Several suburban Chicago sheriffs have said that they will not be sending their deputies to the city to help with staffing shortages resulting from vaccine mandates instituted by Mayor Lori Lightfoot.
Speaking to the Chicago Tribune, Kane County sheriff Ron Hain, a democrat, said that he didn’t “feel like the onus is on us to go in there in an emergency situation that was created by poor government and a lack of support the officers receive.” He said that he is not willing to send his officers to Chicago unless there is an officer under direct duress because he does not support what he termed a “slanted agenda.” He also said that he does not want his deputies to be under the prosecutorial jurisdiction of the State’s Attorney of Cook County.
This sentiment was echoed by Kendall County Sheriff Dwight Baird, a republican, who said that he wouldn’t be putting his officers at risk to respond to Lightfoot’s “self-induced emergency.”
James Mendrick, the DuPage County Sheriff, told the paper that while he would not stop his deputies from assisting in an emergency, he does not understand why they would want to replace unvaccinated Chicago officers with officers from other jurisdictions who may also be unvaccinated.
“It doesn’t make sense to say ‘I only want my residents touching vaccinated people, but I’m going to send all these potentially unvaccinated people from other municipalities to replace them,’” he said.

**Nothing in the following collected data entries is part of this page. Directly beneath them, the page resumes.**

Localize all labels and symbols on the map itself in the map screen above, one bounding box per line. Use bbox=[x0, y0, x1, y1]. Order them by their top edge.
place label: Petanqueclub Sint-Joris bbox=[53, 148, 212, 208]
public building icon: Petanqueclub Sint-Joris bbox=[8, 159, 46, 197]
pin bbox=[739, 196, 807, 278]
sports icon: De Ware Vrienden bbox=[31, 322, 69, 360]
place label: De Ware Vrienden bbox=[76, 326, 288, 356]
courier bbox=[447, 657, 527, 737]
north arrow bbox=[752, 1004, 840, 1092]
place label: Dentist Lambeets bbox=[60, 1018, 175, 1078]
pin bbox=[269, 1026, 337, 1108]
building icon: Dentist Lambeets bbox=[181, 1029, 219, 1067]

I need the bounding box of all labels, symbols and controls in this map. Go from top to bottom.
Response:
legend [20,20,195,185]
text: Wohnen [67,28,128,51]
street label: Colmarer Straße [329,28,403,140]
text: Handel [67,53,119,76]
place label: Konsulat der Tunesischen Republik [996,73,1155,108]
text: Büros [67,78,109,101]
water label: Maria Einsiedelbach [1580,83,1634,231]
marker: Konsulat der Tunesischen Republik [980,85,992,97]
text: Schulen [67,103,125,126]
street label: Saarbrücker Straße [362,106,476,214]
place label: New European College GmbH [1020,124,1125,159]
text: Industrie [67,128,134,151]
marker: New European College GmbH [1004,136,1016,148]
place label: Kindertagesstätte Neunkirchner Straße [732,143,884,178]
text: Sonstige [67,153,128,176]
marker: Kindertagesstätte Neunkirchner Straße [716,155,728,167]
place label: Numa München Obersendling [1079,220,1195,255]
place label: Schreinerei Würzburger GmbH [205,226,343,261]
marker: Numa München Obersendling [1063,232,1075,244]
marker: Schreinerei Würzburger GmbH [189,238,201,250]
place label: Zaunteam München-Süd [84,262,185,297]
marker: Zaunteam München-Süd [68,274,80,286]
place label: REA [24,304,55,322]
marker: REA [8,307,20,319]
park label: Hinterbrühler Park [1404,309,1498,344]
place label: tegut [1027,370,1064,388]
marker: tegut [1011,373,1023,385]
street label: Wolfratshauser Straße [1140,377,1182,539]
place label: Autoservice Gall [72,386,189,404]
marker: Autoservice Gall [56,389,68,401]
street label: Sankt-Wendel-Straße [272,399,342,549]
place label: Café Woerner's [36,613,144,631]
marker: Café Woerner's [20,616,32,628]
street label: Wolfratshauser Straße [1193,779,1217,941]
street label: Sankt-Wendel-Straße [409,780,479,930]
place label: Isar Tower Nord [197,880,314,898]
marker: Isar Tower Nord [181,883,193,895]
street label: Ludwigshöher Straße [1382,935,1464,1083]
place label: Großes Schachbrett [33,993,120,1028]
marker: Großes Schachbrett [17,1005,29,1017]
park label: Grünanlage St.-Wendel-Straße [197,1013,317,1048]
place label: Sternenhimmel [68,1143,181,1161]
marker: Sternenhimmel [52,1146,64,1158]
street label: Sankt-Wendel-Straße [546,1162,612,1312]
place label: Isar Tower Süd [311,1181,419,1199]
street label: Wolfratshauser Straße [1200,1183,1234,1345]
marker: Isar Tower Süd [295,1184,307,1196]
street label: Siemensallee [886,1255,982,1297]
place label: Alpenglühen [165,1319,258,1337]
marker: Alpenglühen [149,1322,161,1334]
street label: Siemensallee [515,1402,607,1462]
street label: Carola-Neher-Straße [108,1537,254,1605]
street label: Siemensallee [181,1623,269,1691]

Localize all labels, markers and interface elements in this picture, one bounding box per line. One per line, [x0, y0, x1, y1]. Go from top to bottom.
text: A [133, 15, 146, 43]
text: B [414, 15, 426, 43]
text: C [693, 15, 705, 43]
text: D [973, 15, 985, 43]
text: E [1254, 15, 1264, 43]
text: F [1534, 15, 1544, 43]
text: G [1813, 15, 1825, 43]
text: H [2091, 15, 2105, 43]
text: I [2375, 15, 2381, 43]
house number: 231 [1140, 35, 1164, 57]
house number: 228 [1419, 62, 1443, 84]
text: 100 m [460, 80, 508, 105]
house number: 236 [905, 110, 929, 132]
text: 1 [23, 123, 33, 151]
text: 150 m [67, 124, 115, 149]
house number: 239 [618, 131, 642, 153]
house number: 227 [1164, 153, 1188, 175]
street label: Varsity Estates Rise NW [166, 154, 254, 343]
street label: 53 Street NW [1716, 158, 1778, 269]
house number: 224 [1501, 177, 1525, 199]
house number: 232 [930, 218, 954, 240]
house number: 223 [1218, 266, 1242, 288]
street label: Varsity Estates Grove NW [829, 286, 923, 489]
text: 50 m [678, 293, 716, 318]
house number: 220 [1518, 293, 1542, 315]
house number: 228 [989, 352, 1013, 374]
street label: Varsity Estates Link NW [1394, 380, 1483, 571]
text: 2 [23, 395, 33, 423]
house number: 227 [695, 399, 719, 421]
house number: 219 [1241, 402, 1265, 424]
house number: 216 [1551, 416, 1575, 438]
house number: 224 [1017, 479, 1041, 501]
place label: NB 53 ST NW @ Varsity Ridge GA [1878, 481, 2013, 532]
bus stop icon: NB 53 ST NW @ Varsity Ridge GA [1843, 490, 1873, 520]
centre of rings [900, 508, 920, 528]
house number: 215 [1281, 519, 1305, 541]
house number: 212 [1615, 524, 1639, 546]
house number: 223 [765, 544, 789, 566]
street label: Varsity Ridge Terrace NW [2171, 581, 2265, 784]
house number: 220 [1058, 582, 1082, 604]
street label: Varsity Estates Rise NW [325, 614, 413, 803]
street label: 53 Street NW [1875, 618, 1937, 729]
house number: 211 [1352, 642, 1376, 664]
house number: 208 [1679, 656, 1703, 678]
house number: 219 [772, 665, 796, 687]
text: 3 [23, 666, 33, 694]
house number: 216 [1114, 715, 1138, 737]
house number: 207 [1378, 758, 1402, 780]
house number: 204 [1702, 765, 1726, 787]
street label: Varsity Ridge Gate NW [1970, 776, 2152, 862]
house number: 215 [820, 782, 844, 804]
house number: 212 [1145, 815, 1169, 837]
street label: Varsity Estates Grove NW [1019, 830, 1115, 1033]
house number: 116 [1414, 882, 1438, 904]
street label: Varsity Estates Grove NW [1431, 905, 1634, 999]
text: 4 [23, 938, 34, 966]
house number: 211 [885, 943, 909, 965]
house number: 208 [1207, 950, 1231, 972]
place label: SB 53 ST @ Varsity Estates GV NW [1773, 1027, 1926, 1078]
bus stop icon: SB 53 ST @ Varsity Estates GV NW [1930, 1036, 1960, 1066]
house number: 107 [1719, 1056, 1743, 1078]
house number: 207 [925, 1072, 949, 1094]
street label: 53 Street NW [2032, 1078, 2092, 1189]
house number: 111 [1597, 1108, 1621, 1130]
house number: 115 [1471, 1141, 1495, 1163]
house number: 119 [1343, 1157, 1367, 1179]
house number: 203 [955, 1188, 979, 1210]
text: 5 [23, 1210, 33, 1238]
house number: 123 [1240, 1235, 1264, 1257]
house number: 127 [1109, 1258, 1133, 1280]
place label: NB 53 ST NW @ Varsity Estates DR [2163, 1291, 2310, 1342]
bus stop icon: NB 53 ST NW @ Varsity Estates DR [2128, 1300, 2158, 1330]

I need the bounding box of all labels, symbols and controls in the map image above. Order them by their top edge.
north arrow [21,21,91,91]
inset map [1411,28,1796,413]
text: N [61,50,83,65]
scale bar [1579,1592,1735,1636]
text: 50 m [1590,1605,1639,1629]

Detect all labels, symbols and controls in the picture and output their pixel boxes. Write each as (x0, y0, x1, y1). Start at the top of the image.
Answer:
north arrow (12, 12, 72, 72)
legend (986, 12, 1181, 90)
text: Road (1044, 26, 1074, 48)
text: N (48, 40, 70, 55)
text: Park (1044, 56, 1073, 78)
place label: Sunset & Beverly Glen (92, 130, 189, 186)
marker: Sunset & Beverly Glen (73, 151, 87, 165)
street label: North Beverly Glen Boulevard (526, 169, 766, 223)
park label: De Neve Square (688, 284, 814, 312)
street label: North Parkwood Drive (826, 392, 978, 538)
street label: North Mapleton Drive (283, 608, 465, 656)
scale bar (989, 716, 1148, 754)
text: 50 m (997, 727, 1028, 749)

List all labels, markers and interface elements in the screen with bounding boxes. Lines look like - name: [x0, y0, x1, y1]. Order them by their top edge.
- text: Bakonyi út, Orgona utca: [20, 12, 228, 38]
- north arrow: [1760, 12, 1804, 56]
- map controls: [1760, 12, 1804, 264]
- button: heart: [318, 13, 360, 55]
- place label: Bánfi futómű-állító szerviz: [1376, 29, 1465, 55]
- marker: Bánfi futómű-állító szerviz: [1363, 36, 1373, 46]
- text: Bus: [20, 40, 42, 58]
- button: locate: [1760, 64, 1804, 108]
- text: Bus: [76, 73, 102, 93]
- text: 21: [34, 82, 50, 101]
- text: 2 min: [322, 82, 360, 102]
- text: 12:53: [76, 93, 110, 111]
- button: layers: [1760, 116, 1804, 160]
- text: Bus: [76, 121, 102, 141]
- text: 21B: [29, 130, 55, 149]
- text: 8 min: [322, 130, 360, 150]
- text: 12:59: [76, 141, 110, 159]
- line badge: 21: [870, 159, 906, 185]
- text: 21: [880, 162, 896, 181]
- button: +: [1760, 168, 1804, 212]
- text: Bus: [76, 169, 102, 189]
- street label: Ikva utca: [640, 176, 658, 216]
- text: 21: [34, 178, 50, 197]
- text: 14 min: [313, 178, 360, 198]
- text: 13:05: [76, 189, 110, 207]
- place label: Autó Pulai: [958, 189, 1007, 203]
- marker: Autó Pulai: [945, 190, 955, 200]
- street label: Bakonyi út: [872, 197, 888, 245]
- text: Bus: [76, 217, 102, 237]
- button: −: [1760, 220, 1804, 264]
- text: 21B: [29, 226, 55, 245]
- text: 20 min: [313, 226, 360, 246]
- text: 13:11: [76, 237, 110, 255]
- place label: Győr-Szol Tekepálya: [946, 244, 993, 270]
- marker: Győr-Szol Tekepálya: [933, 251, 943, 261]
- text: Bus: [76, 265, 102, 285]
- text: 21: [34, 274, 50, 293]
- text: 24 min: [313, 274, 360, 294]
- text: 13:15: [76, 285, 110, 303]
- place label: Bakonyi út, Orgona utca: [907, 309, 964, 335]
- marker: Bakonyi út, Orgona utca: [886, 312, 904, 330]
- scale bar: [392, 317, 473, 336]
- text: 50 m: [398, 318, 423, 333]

The comments came in response to a notice that was sent through the Illinois Law Enforcement Alarm System stating that the Chicago police may need assistance if an emergency situation arises due to opposition to the vaccine mandates. The city required all of its employees to submit their proof of vaccination by October 15 or agree to undergo regular testing. The president of the Fraternal Order of Police, John Catanzara has been vocal in discouraging officers from complying and emphasizing that it is a violation of their rights.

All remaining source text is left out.